Auf dem Wohnzimmertisch flackert eine kleine, elektrische Kerze. So ist die Dunkelheit nicht ganz so finster und Ronny hat etwas, wo er hingucken kann. Carmen hat ihm ein Glas mit Salzstangen und Zitronenbrause hingestellt. Alberich liegt zusammengerollt an seinen Füßen und schnarcht. Die Vorhänge mit den Vogelmotiven hat Carmen zugezogen. Milchiges Mondlicht sickert zu ihm und Alberich aufs Sofa und erweckt die Zwitschis zum Leben. Die Polster sind weich. Die Bettdecke duftet nach Sommerwiese. Sein Kopf versinkt in einem riesigen Kissen. So muss sich das Kuscheln mit einer Wolke anfühlen. Er konnte es sich aussuchen. Sofa im Wohnzimmer oder Luftmatratze in Carmens Schlafzimmer. Ronny mag Carmen sehr. Aber in ihrem Schlafzimmer zu übernachten, das konnte er sich nicht vorstellen. So gut kennt er sie dann doch nicht.

Keine Angst. Du bleibst heute bei mir. Carmens Worte spuken noch immer in seinem Kopf herum. Wie kommt sie darauf, dass er Angst hat? Er klettert auf Bäume, krabbelt auf Hausdächer, kriecht durch Kellerfenster und streichelt fremde Hunde. Er hat doch keine Angst! Nur um Mama ist er besorgt. Vorhin, als Carmen ihn zugedeckt und ihm noch einmal über das Haar gestrichen hat, da war er kurz davor aufzuspringen, hinauszurennen, sich auf Carmens Rad zu setzen und nach Hause zu fahren. Dann fiel ihm jedoch ein, dass er den Weg gar nicht kannte.
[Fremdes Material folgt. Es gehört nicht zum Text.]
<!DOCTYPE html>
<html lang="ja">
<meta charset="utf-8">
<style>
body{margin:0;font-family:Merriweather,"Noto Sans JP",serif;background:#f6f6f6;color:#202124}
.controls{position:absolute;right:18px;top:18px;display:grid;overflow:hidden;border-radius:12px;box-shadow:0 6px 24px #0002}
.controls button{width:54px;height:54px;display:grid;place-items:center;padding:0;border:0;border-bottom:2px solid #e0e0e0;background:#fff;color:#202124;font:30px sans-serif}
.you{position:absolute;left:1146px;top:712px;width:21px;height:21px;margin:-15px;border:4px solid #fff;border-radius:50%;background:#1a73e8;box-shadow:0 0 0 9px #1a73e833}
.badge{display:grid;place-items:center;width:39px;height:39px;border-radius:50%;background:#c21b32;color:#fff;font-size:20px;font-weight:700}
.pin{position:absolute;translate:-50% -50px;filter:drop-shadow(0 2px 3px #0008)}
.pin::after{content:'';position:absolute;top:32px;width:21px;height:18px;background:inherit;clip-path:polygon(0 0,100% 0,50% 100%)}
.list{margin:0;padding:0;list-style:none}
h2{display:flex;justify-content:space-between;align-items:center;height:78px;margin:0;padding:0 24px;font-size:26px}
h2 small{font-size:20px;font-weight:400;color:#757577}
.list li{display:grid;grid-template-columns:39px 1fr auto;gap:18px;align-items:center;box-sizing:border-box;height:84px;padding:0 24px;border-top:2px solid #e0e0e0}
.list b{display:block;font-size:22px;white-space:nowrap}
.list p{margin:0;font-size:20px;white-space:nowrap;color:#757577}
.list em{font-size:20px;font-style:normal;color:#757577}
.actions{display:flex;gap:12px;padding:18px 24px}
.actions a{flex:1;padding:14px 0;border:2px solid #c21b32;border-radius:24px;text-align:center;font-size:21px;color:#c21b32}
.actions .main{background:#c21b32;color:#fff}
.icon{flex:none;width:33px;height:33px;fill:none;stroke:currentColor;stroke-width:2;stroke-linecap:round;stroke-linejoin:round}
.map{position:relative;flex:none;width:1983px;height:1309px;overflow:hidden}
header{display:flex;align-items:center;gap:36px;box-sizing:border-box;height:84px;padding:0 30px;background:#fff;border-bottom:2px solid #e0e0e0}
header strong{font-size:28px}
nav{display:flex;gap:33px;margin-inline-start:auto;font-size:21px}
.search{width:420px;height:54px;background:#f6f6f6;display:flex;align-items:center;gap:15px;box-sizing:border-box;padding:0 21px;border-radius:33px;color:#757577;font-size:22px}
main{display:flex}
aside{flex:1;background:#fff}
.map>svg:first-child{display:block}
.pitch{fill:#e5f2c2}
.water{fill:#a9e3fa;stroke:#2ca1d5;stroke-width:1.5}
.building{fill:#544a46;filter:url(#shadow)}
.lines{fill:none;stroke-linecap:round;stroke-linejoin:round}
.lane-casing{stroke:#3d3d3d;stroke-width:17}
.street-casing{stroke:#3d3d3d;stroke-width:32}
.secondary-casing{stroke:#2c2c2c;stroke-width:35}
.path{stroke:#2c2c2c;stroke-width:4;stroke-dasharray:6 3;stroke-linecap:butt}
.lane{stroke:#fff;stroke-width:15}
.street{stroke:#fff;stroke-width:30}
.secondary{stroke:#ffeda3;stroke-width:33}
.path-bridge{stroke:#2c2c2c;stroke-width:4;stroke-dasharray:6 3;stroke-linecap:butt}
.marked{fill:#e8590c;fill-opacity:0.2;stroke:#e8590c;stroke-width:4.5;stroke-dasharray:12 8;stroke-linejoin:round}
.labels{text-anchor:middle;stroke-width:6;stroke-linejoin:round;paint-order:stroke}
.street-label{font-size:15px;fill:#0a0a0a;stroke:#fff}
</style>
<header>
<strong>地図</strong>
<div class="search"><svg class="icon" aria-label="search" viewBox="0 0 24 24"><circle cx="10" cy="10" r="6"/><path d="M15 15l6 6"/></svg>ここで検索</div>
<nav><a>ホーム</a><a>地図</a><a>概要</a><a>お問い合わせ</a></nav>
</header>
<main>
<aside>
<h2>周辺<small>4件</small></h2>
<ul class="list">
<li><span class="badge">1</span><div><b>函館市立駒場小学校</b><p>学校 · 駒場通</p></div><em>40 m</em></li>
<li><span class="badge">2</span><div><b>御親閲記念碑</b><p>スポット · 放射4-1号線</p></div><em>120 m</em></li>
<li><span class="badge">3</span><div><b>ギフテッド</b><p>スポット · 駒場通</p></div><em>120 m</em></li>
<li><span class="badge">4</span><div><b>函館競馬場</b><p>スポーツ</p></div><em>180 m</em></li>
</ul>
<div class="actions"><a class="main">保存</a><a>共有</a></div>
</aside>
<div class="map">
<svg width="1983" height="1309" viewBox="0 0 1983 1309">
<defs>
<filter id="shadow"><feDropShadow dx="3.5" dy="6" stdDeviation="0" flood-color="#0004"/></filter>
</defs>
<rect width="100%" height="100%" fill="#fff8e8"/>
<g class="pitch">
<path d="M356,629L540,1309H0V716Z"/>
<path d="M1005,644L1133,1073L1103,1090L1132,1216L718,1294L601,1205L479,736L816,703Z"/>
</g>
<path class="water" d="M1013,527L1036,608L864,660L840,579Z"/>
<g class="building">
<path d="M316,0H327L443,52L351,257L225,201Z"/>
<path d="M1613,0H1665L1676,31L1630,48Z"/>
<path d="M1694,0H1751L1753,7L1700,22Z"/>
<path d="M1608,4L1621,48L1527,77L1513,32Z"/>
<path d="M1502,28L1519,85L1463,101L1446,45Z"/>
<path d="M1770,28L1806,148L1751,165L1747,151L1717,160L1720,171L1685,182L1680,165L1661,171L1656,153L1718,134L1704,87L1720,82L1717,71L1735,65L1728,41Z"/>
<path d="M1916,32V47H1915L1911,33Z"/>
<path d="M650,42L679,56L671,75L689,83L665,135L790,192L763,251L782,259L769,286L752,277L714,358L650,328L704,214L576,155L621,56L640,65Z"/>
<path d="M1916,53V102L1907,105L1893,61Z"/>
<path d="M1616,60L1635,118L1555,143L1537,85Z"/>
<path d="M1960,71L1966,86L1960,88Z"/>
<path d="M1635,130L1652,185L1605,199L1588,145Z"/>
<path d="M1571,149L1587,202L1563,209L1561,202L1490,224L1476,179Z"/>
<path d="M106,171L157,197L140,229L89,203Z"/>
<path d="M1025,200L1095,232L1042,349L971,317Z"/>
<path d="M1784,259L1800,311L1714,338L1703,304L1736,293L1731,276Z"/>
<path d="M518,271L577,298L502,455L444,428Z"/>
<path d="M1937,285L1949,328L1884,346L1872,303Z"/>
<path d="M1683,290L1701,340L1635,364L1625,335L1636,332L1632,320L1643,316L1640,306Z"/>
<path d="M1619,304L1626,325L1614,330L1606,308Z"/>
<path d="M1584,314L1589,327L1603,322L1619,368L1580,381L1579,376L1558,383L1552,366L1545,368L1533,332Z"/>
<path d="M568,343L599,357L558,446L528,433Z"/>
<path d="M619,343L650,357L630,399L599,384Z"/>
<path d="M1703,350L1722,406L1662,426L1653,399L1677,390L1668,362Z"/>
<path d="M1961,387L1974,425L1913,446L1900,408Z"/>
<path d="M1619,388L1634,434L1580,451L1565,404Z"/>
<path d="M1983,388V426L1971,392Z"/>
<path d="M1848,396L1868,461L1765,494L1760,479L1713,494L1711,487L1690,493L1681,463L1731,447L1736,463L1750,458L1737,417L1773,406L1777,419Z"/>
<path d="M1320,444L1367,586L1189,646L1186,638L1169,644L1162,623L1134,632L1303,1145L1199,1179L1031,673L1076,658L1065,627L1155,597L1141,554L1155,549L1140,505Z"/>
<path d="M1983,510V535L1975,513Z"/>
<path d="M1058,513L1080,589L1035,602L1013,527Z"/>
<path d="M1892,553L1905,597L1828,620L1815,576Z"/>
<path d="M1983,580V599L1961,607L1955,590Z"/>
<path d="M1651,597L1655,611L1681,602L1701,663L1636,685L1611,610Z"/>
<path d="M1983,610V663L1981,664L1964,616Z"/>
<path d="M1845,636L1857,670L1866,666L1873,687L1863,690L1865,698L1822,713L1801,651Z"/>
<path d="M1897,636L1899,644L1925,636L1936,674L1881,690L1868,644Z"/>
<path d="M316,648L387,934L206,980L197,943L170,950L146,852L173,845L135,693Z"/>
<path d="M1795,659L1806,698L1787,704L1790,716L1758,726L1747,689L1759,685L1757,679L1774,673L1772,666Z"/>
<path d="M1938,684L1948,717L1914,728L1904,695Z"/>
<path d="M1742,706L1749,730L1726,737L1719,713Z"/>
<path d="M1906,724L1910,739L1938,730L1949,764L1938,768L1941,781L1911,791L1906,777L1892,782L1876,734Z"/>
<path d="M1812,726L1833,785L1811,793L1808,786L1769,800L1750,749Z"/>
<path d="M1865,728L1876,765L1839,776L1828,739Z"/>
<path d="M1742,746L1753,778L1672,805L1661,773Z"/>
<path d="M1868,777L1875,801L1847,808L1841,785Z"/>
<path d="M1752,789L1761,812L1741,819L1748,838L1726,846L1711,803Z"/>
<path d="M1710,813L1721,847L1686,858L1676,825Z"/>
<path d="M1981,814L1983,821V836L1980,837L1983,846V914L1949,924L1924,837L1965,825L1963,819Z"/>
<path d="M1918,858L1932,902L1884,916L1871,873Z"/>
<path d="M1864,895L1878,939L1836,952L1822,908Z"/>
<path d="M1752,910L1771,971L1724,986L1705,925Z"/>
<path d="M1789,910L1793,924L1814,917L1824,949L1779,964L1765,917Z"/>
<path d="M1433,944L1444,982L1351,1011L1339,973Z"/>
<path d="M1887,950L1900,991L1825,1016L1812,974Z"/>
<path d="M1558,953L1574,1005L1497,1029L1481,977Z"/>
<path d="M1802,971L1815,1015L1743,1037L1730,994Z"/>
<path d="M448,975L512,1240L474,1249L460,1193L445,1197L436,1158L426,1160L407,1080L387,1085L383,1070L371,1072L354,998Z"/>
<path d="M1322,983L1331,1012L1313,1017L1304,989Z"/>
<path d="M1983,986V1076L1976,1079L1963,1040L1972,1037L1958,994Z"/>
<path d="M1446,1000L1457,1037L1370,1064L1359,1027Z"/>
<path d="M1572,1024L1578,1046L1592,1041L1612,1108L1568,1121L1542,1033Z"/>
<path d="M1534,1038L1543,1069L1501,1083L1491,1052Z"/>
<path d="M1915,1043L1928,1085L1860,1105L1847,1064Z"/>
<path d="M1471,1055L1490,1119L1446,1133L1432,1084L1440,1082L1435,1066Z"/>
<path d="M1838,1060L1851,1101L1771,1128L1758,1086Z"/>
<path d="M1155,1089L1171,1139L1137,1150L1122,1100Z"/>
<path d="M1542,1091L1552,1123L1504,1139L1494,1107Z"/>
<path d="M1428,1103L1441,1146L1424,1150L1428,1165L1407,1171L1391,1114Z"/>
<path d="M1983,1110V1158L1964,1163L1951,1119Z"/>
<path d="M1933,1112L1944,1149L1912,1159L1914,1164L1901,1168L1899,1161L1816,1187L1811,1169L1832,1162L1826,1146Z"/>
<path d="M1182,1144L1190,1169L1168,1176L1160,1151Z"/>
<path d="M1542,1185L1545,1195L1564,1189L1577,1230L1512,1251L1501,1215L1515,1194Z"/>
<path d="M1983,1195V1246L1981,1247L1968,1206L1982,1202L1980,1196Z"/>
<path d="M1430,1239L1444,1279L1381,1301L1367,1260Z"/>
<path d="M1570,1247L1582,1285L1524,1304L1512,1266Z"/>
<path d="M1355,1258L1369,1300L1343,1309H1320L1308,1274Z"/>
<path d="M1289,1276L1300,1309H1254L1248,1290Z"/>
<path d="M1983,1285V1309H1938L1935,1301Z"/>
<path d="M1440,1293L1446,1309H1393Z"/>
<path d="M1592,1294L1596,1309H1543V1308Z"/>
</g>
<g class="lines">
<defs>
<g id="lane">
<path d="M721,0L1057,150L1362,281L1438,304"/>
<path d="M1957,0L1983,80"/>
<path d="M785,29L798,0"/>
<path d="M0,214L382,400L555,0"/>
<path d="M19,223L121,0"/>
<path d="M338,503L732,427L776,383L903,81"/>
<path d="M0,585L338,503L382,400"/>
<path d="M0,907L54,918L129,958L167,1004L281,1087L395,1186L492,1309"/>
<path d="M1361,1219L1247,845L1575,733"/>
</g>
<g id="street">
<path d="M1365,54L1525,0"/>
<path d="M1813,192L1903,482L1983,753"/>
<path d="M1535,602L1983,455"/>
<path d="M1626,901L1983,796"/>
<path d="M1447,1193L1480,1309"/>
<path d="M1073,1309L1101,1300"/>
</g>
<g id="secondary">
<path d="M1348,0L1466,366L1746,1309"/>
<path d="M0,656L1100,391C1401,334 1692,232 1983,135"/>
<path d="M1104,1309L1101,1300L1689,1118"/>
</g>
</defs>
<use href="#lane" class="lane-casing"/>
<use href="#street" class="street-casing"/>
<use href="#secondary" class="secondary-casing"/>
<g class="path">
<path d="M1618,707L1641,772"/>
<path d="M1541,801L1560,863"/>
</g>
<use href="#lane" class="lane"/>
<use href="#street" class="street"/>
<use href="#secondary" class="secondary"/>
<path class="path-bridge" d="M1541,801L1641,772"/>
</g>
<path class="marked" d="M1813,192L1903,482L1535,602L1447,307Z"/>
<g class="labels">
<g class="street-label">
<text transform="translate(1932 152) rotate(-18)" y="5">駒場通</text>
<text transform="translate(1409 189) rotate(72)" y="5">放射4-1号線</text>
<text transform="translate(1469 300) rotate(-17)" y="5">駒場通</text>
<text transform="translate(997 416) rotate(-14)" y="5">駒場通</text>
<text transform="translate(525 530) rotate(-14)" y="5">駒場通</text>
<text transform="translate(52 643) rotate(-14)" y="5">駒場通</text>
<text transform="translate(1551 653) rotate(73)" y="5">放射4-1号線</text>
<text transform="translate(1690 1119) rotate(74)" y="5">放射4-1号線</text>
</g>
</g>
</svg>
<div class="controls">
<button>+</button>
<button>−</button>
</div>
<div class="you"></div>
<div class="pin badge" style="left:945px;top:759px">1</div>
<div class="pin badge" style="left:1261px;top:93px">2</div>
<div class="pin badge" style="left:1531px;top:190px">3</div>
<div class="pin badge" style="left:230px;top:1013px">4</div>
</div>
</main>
Vom Kindergarten zur Pferdewiese mit den Zwergponys, das schon. Von dort zum kleinen Teich, wo der dicke Angler immer steht und nichts fängt. Das auch. Aber den Rest? Nein, er würde sich hoffnungslos verfranzen und irgendwo hingelangen, wo er nie im Leben hinwill. Dann würde er sich vor Angst in die Hose machen, so wie Ruven beim Puzzeln. Allein die Vorstellung lässt auf Ronnys Haut eine Gänsehaut sprießen.